Last week, Voice of OC reported that the FBI, Internal Revenue Service, Orange County district attorney’s office and U.S. attorney’s office formed a joint task force in April focused on investigating reports of political corruption throughout the county.
The revelations regarding the task force follow reports that the state’s Fair Political Practices Commission or FPPC, which enforces campaign reporting laws, is investigating a majority of the Board of Supervisors as well as the board of CalOptima, the county’s health plan for poor, elderly and disabled residents. The FPPC is working closely with the task force, according to county sources.

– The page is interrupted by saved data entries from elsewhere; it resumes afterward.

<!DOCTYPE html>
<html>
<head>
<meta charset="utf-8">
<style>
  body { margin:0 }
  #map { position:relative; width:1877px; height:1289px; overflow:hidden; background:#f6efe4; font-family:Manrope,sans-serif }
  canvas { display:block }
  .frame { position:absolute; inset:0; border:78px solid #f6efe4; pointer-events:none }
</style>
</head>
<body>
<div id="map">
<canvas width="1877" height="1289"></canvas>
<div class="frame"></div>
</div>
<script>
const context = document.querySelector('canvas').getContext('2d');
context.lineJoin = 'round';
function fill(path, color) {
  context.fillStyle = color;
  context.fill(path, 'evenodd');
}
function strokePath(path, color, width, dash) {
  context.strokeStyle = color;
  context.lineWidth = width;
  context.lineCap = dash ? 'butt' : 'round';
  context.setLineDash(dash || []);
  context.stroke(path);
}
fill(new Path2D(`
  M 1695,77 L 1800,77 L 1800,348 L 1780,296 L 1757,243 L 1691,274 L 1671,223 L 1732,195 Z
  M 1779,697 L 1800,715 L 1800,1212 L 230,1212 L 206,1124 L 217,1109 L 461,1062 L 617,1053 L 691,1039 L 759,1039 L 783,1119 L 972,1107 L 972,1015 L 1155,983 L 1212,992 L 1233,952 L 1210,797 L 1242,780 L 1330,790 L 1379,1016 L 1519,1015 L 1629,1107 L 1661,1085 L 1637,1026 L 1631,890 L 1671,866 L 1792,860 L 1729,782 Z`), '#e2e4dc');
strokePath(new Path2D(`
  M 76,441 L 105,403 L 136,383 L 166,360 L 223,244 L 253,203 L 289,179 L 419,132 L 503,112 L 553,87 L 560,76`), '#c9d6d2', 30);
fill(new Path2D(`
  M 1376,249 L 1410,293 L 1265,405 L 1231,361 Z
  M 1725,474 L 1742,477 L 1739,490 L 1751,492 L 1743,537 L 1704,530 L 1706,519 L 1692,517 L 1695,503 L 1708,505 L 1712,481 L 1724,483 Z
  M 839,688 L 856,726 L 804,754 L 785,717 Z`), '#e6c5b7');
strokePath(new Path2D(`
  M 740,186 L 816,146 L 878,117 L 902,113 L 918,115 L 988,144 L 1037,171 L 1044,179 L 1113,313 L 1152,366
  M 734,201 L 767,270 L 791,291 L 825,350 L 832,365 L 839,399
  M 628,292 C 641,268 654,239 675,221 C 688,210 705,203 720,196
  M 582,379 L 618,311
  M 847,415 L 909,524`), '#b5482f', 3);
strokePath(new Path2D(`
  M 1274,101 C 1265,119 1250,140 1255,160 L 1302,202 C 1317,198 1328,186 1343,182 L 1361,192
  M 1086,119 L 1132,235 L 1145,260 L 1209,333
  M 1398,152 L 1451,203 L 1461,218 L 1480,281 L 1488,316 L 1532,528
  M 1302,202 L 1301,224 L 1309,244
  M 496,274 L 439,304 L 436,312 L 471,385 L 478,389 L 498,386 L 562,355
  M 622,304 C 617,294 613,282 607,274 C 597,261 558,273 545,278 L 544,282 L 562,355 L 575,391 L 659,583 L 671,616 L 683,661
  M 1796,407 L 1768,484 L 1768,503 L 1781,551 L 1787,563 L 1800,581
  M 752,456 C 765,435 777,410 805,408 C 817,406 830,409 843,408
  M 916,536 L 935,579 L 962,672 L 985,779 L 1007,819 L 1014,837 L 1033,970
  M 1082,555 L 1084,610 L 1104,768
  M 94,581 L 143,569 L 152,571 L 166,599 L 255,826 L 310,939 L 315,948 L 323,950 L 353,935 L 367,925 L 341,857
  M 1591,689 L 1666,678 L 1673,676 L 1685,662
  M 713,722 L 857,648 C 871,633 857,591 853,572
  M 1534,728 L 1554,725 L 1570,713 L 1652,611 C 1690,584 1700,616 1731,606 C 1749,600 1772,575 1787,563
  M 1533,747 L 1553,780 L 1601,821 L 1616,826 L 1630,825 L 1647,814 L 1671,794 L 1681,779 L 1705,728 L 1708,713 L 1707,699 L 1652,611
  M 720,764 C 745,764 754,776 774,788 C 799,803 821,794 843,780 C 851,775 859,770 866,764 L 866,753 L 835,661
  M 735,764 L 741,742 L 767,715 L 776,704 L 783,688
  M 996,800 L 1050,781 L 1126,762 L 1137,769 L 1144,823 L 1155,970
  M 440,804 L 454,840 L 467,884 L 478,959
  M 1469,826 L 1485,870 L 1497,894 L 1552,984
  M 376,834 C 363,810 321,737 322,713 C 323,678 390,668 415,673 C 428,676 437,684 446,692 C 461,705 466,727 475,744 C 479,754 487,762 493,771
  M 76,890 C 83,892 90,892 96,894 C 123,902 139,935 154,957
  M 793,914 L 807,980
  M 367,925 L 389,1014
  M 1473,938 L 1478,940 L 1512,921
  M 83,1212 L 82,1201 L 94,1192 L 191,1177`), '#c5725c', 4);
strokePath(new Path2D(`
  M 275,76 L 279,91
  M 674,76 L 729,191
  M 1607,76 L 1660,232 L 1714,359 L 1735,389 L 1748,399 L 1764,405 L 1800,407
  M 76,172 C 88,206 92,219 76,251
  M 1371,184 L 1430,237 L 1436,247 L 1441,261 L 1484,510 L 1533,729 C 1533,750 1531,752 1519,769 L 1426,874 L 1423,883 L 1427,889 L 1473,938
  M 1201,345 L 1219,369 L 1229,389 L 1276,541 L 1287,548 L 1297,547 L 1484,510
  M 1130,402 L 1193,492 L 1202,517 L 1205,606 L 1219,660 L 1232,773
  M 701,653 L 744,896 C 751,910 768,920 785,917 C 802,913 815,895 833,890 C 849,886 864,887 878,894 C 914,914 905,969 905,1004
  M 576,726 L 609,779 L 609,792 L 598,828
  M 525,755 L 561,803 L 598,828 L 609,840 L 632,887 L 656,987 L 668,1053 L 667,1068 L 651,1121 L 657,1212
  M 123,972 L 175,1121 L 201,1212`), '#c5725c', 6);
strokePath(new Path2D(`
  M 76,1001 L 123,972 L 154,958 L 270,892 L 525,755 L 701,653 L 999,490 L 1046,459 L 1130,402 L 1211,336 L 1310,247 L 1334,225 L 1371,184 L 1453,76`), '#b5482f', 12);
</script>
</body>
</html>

News of the FPPC investigation came after a county grand jury report that focused on issues at CalOptima since Supervisor Janet Nguyen engineered a reorganization of its board and another that described “a culture of corruption” in Orange County government.
Supervisors’ Chairman Shawn Nelson and Supervisor John Moorlach acknowledged that the county has had its share of corruption over the past decades, including former Sheriff Mike Carona, who is serving a 5½-year federal prison sentence for witness tampering, and Treasurer-Tax Collector Robert Citron, who sparked the county’s $1.6-billion bankruptcy in 1994.
But they said a troubled past shouldn’t imply a current culture of corruption.
“It sort of creates some kind of innuendo that everybody in Orange County, at all levels of government, are corrupt,” Moorlach said. “I think it’s a broad brush, and I don’t think that’s fair. It’s disrespectful.”
Nelson said there should be zero tolerance for corruption but that now is not the time for federal involvement, as far as he knows. “I’m frustrated, because I think people are attaching significance to it,” Nelson said.
“Part of my frustration is I don’t know that the notion of looking into the county is the same as ‘we have a task force in Orange County. … ‘I’m open to criticism, but when the idea becomes a blanket ‘well, you know all the supervisors are being investigated,’ again that’s ridiculous.”
The FBI so far hasn’t disclosed any details about exactly what it’s investigating.
“I wouldn’t be able to comment on specific allegations. It is the FBI’s policy to neither confirm or deny investigations,” said FBI spokeswoman Laura Eimiller of the bureau’s Los Angeles office.
“Certainly when an investigation comes to the point where charges are filed, at that point we do confirm them and do make charges available to the public,” she added.